The right to trial by jury, along with the entirety of British Common Law, continued to advance and served as both one of reasons for the American Revolution and the basis for the judicial system America’s Founding Fathers enshrined in the Fifth, Sixth, and Seventh Amendments to our Constitution. Thomas Jefferson specifically cited King George’s decision to deprive colonists of trial by jury as a grievance in the Declaration of Independence and John Adams wrote that “…representative government and trial by jury are the heart and lungs of liberty.  Without them we have no fortification against being ridden like horses, fleeced like sheep, worked like cattle, and fed and clothed like swine and hogs.”

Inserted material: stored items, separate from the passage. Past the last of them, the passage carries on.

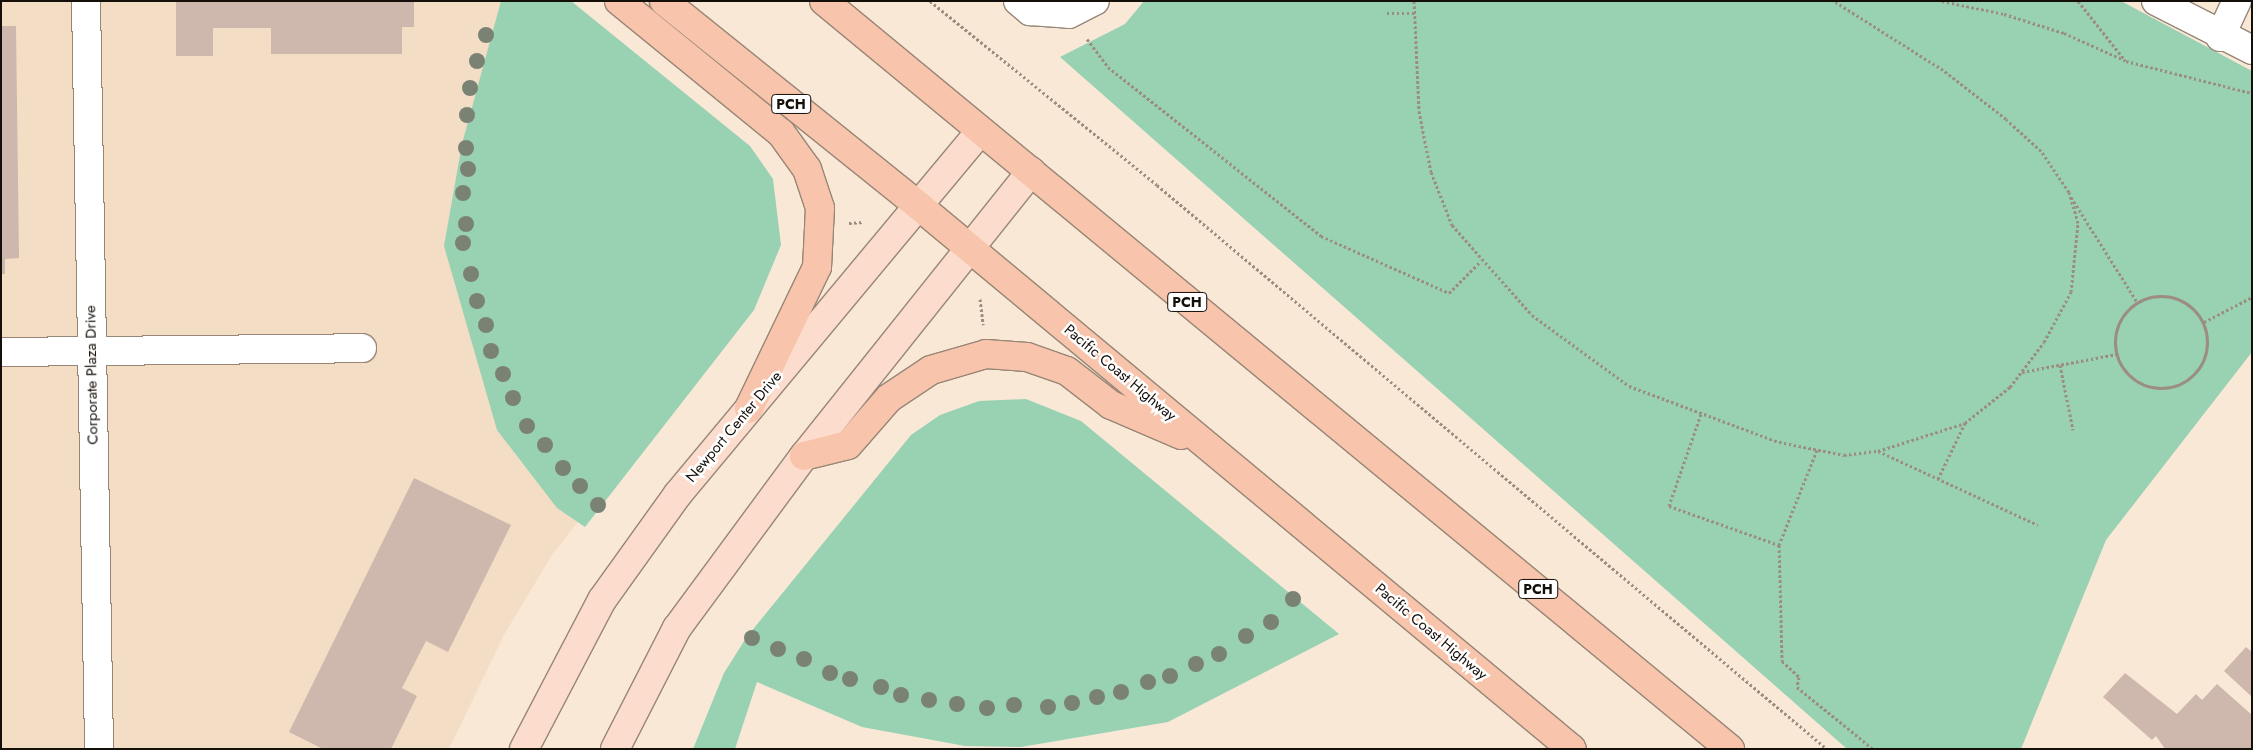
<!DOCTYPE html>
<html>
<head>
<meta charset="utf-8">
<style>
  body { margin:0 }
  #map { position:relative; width:2253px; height:750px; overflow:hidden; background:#fae8d6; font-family:Jost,sans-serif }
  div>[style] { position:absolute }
  .built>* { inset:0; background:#f4ddc5 }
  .green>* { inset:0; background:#99d1b3 }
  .building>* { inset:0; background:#ceb7ac }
  .path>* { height:3px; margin-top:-1.5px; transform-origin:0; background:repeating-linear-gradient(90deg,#9b8e81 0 2.5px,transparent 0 5px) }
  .path>.ring { margin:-1.5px; padding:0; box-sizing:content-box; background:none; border:3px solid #9b8e81; border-radius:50% }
  .roads { filter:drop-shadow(1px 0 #978676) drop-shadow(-1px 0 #978676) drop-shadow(0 1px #978676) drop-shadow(0 -1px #978676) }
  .minor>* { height:28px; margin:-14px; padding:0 14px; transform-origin:14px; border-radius:14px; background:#fff }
  .major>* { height:28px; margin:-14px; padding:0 14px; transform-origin:14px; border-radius:14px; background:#fbdccd }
  .highway>* { height:28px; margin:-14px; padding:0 14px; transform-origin:14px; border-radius:14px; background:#f8c4ab }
  .trees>* { width:16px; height:16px; margin:-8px; border-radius:50%; background:#7a8373 }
  span { translate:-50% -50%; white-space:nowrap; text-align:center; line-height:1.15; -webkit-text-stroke:5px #fff; paint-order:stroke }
  .shield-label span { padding:1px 4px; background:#fff; border:1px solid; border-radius:4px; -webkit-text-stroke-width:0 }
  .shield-label { font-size:14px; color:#150f09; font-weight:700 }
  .street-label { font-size:15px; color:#150f09 }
  .frame { position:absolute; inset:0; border:2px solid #150f09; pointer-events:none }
</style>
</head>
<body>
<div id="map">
  <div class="built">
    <i style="clip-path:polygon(1px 1px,570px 1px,710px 353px,552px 555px,504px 635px,449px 749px,1px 749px)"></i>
  </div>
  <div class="green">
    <i style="clip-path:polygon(501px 1px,571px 1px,750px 146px,773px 179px,781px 245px,754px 310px,585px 527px,557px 508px,497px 430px,444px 246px,462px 144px)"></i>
    <i style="clip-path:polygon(1144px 1px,2121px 1px,2252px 71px,2252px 352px,2106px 540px,2021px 749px,1847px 749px,1060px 57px,1125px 24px)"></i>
    <i style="clip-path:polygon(1026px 399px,1081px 421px,1339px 634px,1168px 722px,1021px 747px,965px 746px,862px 727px,757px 682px,735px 749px,693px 749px,724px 673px,746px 638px,911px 435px,940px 415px,979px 401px)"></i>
  </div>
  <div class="building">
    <i style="clip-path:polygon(176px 1px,414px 1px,414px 27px,402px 27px,402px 54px,271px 54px,271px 28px,213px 28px,213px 56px,176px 56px)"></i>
    <i style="clip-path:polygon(1px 26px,16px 26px,19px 258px,5px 259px,5px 274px,1px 274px)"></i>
    <i style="clip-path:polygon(414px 478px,511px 525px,448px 652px,426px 641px,402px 688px,417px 696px,391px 749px,323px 749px,289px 732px)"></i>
    <i style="clip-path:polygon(2246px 647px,2252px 652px,2252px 697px,2224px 671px)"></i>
    <i style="clip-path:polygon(2125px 673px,2177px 714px,2196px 694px,2202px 700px,2217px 684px,2252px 715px,2252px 749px,2165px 749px,2156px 736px,2152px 740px,2103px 697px)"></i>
  </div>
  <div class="path">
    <i style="left:930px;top:1px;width:292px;rotate:39deg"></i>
    <i style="left:1157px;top:185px;width:876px;rotate:40.09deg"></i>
    <i style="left:1414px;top:1px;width:110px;rotate:87.4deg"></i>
    <i style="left:1419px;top:111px;width:62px;rotate:78.9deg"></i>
    <i style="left:1431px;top:172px;width:57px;rotate:68.4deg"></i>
    <i style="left:1452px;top:225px;width:120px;rotate:48.4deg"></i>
    <i style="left:1532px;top:315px;width:120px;rotate:36.2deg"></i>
    <i style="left:1629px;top:386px;width:160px;rotate:20.5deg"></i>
    <i style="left:1779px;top:442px;width:66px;rotate:11.3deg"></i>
    <i style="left:1844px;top:455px;width:34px;rotate:-7deg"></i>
    <i style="left:1878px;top:451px;width:91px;rotate:-17.8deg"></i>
    <i style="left:1965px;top:423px;width:58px;rotate:-38.7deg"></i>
    <i style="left:2010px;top:387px;width:56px;rotate:-52.9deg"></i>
    <i style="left:2044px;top:342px;width:57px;rotate:-61.6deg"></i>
    <i style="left:2071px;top:292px;width:69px;rotate:-84.2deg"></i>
    <i style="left:2078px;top:223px;width:32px;rotate:-106deg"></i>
    <i style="left:2069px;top:192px;width:50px;rotate:-124.3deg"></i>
    <i style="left:2041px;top:151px;width:47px;rotate:-137.6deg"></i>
    <i style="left:2006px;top:119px;width:80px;rotate:-142.1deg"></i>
    <i style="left:1943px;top:70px;width:129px;rotate:-147.7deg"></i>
    <i style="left:1942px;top:1px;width:63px;rotate:11.8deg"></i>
    <i style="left:2004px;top:14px;width:63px;rotate:17.6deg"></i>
    <i style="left:2064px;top:33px;width:68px;rotate:24.3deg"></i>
    <i style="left:2126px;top:61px;width:130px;rotate:14.3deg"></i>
    <i style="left:2078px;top:1px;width:75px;rotate:51.5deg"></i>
    <i style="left:1387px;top:13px;width:27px"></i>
    <i style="left:1087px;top:39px;width:35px;rotate:53deg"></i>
    <i style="left:1108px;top:67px;width:272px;rotate:38.4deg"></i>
    <i style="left:1321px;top:236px;width:140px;rotate:24deg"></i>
    <i style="left:1449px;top:293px;width:45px;rotate:-45deg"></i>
    <i style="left:2071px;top:197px;width:124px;rotate:57.8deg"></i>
    <i style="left:849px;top:223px;width:14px;rotate:-4deg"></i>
    <i class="ring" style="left:2115px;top:296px;width:89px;height:89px"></i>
    <i style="left:980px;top:299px;width:26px;rotate:83deg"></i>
    <i style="left:2204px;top:322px;width:54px;rotate:-27.5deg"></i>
    <i style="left:2060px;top:365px;width:66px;rotate:78.7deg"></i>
    <i style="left:2022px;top:372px;width:97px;rotate:-10.7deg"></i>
    <i style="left:1701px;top:414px;width:97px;rotate:109.2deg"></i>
    <i style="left:1669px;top:506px;width:117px;rotate:19.5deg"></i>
    <i style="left:1817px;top:450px;width:102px;rotate:111.8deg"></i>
    <i style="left:1779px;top:545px;width:116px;rotate:88.5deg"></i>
    <i style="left:1782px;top:661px;width:23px;rotate:43deg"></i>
    <i style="left:1799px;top:677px;width:10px;rotate:101deg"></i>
    <i style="left:1797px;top:687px;width:98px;rotate:39.2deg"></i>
    <i style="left:1878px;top:451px;width:176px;rotate:24.8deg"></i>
    <i style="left:1938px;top:479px;width:62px;rotate:-64.3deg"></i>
  </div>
  <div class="roads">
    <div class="minor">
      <i style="left:86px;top:1px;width:748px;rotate:89deg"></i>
      <i style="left:1018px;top:1px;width:16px;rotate:40deg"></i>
      <i style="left:1030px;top:11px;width:39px;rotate:4deg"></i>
      <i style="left:1069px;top:14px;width:29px;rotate:-27deg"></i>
      <i style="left:2156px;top:1px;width:108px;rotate:27deg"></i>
      <i style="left:2220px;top:37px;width:40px;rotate:-65deg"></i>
      <i style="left:1px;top:352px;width:361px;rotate:-0.6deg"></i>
    </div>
    <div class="major">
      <i style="left:524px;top:749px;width:168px;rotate:-62.4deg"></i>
      <i style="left:602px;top:600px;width:130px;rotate:-54.4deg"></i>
      <i style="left:678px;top:494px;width:472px;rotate:-50.2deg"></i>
      <i style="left:615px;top:749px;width:136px;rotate:-62.9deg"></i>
      <i style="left:677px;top:628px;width:214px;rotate:-53.6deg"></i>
      <i style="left:804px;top:456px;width:364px;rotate:-51.4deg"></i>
    </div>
    <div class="highway">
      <i style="left:619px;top:1px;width:209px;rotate:39.2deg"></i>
      <i style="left:781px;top:133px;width:44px;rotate:54.2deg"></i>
      <i style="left:807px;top:169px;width:41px;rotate:71.6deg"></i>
      <i style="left:820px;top:208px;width:59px;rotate:92.9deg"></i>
      <i style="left:817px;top:267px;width:157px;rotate:115.7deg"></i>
      <i style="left:664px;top:1px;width:327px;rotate:38.8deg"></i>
      <i style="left:919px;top:206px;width:849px;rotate:39.75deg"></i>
      <i style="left:824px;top:1px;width:1175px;rotate:39.54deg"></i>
      <i style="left:804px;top:456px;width:45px;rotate:-14deg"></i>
      <i style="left:848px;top:445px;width:62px;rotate:-48.9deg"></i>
      <i style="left:889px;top:398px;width:50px;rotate:-33.7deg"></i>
      <i style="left:931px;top:370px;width:57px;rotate:-16.2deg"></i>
      <i style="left:986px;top:354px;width:41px;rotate:4.2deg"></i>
      <i style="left:1027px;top:357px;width:42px;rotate:19.3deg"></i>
      <i style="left:1067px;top:371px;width:56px;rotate:37.7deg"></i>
      <i style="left:1111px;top:405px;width:76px;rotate:23.2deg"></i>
    </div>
  </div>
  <div class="trees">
    <i style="left:486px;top:35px"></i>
    <i style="left:477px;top:61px"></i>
    <i style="left:470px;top:88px"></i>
    <i style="left:467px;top:115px"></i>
    <i style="left:466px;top:148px"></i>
    <i style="left:468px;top:169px"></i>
    <i style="left:463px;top:193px"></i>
    <i style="left:466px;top:224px"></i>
    <i style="left:463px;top:243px"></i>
    <i style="left:471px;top:274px"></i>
    <i style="left:477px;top:301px"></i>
    <i style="left:486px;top:325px"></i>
    <i style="left:491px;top:351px"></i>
    <i style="left:503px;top:374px"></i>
    <i style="left:513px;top:398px"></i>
    <i style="left:527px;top:426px"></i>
    <i style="left:545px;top:445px"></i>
    <i style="left:563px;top:468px"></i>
    <i style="left:580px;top:486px"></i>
    <i style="left:598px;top:505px"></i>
    <i style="left:1293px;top:599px"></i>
    <i style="left:1271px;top:622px"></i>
    <i style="left:1246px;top:636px"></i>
    <i style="left:752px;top:638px"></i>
    <i style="left:778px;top:649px"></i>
    <i style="left:1219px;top:654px"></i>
    <i style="left:804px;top:659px"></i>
    <i style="left:1196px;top:664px"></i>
    <i style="left:830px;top:673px"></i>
    <i style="left:1170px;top:676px"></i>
    <i style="left:850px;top:679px"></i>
    <i style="left:1148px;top:682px"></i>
    <i style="left:881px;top:687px"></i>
    <i style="left:1121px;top:692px"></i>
    <i style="left:901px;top:695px"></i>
    <i style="left:1097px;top:697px"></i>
    <i style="left:929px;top:700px"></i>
    <i style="left:1072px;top:703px"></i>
    <i style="left:957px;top:704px"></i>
    <i style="left:1014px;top:705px"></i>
    <i style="left:1048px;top:707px"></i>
    <i style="left:987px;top:708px"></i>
  </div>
  <div class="shield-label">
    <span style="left:791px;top:104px">PCH</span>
    <span style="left:1187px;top:302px">PCH</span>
    <span style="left:1538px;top:589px">PCH</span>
  </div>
  <div class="street-label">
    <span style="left:1120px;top:373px;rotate:40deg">Pacific Coast Highway</span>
    <span style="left:92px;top:375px;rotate:-91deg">Corporate Plaza Drive</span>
    <span style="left:734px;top:427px;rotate:-50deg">Newport Center Drive</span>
    <span style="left:1431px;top:632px;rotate:40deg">Pacific Coast Highway</span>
  </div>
  <div class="frame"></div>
</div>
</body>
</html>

I am 100 percent in agreement with Adams, which explains why I believe we all have a civic duty to vote and serve as jurors—and why I refuse to help anyone skirt jury duty. Under Ohio there are very few reasons people may be exempt from service and even those who qualify must be excused by a judge. In the interest of full disclosure, I’ve received a jury summons and duly reported for duty. Unfortunately, I was excused and denied the opportunity to get a very close look at the dynamic that takes place during deliberations. That is an experience I would have relished and used for the remainder of my career.